Exercise requirements: Go through the data and retrieve each line that includes the string "speed".

Records supplied:

--- START ---

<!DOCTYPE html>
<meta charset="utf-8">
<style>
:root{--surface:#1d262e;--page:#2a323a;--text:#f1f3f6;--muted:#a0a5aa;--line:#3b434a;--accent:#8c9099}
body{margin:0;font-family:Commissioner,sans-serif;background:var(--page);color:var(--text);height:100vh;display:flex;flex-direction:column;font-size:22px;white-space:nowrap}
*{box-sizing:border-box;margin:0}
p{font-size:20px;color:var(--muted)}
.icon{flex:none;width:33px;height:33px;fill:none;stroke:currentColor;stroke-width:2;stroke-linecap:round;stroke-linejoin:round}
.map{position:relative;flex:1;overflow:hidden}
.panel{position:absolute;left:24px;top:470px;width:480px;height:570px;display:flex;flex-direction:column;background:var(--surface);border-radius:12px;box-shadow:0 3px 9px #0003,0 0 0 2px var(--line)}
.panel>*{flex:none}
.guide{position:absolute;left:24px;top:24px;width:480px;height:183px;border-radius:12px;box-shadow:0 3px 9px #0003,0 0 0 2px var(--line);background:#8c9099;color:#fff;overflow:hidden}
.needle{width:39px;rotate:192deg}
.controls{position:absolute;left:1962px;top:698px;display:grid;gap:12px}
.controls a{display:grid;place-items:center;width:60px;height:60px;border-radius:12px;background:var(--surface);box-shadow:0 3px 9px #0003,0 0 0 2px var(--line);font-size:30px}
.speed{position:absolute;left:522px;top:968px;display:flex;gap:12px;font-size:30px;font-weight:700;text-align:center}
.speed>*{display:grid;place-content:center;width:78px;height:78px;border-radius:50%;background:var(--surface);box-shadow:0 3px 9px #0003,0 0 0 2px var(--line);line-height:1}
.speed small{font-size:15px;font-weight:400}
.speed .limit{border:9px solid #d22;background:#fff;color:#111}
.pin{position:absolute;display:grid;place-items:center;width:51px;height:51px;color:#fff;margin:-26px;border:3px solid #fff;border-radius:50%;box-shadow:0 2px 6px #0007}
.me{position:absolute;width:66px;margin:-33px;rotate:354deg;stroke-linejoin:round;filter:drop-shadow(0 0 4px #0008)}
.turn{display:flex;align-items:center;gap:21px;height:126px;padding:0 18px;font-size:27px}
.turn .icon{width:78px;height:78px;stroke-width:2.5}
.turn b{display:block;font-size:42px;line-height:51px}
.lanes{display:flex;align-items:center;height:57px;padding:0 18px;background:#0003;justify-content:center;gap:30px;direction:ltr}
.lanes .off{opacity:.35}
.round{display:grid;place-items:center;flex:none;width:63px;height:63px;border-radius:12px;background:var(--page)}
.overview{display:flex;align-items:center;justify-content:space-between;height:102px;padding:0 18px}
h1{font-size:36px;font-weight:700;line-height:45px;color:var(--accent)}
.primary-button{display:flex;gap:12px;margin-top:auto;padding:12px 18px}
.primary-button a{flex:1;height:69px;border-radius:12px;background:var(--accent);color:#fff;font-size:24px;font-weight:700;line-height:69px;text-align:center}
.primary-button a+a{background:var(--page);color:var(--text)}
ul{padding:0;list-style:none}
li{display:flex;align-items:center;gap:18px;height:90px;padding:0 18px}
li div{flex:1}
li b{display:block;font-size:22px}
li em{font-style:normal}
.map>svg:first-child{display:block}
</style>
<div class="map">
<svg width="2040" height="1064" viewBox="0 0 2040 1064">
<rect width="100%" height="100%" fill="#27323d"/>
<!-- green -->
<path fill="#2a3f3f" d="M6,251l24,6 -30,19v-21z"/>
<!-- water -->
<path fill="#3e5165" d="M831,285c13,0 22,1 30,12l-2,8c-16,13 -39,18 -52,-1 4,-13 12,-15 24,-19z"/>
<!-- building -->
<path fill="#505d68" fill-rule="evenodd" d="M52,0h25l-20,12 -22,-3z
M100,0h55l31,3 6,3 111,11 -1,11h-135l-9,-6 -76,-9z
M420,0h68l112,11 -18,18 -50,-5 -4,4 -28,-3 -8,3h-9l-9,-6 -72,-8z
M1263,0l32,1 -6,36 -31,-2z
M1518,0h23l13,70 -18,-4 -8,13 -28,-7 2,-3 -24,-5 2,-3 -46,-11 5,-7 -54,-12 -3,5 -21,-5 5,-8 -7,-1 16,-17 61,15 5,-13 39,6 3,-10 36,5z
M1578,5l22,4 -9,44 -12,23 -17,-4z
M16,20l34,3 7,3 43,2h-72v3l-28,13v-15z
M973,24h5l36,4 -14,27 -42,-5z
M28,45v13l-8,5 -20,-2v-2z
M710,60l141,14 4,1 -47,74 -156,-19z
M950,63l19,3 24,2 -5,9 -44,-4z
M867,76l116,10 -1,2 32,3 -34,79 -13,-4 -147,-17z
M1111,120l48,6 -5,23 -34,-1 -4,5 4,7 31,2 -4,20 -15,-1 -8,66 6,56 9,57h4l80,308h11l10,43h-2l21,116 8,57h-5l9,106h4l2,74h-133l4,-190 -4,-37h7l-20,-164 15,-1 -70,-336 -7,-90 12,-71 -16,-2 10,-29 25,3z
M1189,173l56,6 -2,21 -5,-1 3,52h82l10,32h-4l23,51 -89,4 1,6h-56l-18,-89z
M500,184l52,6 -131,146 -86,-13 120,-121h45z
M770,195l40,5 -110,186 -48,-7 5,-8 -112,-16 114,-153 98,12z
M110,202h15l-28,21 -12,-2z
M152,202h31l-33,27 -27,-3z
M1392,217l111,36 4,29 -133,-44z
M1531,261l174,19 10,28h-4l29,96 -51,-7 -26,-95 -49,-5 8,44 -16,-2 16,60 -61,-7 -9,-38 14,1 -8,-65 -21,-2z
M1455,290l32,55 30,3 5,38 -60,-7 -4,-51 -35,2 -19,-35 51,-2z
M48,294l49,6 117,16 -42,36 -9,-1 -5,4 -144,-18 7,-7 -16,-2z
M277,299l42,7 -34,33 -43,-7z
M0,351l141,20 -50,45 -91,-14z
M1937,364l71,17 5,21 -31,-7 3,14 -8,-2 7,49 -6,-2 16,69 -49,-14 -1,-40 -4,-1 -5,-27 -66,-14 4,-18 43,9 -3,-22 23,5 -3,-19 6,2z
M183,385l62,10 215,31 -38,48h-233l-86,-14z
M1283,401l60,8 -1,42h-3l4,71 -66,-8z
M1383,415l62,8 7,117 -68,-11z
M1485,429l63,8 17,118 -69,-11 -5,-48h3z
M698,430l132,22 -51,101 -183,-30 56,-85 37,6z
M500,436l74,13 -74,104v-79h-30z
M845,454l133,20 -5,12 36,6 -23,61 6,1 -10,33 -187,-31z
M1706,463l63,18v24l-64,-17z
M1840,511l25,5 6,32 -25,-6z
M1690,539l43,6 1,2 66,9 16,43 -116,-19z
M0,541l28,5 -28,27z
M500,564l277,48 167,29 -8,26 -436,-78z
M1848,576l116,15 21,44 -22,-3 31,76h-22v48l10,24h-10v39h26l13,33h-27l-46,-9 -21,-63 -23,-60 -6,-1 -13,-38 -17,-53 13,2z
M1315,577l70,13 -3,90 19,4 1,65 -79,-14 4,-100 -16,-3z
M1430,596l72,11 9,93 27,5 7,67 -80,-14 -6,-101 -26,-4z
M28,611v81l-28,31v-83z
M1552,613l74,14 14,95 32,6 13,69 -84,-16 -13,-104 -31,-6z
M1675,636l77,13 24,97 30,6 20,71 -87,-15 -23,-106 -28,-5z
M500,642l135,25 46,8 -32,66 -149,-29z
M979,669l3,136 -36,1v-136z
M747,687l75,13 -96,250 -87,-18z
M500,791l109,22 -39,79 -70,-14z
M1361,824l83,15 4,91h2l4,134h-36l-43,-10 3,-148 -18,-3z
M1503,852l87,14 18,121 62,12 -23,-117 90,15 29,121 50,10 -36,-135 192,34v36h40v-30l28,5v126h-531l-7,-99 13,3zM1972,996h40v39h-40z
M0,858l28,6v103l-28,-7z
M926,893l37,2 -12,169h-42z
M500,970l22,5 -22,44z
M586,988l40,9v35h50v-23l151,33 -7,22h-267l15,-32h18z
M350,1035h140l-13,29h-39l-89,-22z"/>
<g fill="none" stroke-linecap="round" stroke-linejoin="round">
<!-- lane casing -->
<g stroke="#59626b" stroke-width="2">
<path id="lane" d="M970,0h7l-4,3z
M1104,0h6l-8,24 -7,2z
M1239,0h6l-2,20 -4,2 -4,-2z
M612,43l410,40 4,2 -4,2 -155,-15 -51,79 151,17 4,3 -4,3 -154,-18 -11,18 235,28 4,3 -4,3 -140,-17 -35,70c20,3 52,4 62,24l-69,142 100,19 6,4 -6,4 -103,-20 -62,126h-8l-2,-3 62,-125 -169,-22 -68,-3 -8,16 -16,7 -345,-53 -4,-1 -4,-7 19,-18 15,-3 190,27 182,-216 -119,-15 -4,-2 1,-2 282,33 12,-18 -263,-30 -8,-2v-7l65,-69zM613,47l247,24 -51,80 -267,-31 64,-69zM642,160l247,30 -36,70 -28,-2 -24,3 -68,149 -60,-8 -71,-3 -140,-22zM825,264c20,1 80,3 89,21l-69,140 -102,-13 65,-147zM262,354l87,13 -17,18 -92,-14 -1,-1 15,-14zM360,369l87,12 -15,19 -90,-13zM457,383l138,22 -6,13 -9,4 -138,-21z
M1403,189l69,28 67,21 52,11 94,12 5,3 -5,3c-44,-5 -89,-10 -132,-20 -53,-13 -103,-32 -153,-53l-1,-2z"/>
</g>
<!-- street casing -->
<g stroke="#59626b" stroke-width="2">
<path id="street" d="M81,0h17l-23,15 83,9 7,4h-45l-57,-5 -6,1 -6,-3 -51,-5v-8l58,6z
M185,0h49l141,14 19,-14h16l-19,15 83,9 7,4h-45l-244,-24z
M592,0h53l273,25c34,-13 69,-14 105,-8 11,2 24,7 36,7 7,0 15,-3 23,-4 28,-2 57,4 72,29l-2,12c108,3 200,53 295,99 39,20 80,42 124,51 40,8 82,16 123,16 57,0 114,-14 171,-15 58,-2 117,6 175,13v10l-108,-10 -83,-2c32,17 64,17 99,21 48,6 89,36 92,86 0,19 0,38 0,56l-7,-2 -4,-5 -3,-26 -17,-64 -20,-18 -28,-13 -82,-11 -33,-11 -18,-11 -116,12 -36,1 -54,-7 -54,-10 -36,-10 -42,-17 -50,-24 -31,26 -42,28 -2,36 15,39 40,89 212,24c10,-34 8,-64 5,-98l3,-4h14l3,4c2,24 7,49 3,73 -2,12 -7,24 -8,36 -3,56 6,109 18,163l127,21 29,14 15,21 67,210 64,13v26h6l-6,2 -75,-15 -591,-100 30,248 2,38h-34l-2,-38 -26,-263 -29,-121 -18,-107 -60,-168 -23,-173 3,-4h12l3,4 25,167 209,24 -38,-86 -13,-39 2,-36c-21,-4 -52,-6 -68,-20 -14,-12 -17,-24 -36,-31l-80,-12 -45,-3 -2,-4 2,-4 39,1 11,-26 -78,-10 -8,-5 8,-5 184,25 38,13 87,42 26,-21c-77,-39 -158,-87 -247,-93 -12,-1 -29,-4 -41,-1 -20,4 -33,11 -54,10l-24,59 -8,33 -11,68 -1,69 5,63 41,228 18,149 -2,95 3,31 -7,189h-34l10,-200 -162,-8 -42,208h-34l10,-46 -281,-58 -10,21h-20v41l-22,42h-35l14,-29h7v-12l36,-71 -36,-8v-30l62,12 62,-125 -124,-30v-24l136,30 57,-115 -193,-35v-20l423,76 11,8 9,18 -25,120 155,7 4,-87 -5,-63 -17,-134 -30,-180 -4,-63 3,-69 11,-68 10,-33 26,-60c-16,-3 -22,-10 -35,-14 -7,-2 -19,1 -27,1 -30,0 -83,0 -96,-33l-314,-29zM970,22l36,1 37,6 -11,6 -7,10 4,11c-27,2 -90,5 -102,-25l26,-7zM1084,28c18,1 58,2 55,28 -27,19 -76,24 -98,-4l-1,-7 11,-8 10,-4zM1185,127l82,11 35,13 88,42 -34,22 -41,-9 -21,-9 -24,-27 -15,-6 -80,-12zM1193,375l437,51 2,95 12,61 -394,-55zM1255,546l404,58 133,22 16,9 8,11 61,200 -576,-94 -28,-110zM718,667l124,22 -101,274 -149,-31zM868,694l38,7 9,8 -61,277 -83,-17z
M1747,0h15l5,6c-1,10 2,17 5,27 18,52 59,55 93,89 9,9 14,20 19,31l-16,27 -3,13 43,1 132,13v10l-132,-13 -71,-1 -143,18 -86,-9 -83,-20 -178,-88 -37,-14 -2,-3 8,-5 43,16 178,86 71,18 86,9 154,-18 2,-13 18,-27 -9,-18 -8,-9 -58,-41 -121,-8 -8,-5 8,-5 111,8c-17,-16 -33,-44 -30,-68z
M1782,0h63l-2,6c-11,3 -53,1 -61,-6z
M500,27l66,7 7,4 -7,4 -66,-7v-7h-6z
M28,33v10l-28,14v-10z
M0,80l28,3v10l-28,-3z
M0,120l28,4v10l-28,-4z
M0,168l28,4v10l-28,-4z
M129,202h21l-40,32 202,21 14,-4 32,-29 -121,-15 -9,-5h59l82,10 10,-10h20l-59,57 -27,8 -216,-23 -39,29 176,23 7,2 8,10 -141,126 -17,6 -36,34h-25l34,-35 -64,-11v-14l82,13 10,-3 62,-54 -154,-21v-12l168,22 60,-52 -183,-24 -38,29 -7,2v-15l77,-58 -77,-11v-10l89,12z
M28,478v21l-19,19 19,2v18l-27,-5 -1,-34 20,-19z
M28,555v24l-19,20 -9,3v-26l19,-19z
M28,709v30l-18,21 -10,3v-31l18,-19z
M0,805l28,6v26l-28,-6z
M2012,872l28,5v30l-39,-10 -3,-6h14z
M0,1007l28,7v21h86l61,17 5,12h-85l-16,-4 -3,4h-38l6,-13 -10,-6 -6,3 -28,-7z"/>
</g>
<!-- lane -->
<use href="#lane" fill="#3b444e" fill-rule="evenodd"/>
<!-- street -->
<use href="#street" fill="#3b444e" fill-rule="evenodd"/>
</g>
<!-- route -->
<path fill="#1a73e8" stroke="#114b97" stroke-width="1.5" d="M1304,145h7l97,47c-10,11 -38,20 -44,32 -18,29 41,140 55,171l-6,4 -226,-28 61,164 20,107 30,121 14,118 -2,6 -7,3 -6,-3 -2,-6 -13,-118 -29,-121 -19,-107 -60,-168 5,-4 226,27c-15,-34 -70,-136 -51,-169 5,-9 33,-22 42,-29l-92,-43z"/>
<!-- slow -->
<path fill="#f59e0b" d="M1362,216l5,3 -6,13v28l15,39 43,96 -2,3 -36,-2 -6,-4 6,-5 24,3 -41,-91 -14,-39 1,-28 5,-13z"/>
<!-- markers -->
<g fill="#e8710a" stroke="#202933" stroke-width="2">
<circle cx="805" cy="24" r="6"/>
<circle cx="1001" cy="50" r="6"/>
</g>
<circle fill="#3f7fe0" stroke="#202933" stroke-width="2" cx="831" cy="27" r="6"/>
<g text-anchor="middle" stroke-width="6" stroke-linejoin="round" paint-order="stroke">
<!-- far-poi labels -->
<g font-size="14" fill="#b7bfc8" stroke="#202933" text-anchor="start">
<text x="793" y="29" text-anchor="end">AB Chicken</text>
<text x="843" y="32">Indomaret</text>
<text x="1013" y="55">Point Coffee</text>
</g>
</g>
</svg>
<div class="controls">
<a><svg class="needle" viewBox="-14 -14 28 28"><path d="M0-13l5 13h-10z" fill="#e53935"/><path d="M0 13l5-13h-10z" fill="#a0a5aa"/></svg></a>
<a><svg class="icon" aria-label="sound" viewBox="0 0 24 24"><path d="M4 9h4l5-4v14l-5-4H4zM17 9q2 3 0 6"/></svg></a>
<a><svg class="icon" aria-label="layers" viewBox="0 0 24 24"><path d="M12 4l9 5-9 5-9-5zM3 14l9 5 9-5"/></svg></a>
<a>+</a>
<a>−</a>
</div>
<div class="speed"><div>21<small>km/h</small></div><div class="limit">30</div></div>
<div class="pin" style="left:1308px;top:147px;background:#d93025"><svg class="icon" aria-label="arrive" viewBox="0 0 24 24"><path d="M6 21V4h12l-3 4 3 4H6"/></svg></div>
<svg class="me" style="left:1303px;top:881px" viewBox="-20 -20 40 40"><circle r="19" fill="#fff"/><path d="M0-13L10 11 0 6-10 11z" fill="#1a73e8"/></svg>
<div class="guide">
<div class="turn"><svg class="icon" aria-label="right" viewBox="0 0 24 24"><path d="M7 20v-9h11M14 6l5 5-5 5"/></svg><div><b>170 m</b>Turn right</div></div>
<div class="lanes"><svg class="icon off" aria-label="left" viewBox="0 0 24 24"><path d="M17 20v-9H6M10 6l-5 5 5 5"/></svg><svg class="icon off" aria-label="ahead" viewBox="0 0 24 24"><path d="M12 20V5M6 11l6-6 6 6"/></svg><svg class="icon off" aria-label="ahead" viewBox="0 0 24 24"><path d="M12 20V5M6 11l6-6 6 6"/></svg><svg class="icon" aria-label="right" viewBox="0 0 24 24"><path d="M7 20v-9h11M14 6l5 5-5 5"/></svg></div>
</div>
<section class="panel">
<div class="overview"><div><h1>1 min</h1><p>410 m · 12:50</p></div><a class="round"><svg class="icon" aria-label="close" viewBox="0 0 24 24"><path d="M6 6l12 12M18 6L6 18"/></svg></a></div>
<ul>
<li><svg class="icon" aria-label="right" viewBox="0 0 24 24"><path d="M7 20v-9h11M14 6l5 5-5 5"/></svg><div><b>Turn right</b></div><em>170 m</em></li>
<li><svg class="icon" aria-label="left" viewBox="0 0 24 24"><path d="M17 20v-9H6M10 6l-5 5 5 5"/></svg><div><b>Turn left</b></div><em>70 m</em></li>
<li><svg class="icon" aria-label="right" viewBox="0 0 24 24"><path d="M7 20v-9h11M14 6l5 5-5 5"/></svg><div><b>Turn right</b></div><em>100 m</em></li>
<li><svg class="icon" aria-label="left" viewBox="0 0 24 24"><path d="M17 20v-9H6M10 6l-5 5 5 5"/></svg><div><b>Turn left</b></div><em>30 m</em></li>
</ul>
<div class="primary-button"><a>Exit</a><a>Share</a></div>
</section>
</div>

--- END ---

Task output:
.speed{position:absolute;left:522px;top:968px;display:flex;gap:12px;font-size:30px;font-weight:700;text-align:center}
.speed>*{display:grid;place-content:center;width:78px;height:78px;border-radius:50%;background:var(--surface);box-shadow:0 3px 9px #0003,0 0 0 2px var(--line);line-height:1}
.speed small{font-size:15px;font-weight:400}
.speed .limit{border:9px solid #d22;background:#fff;color:#111}
<div class="speed"><div>21<small>km/h</small></div><div class="limit">30</div></div>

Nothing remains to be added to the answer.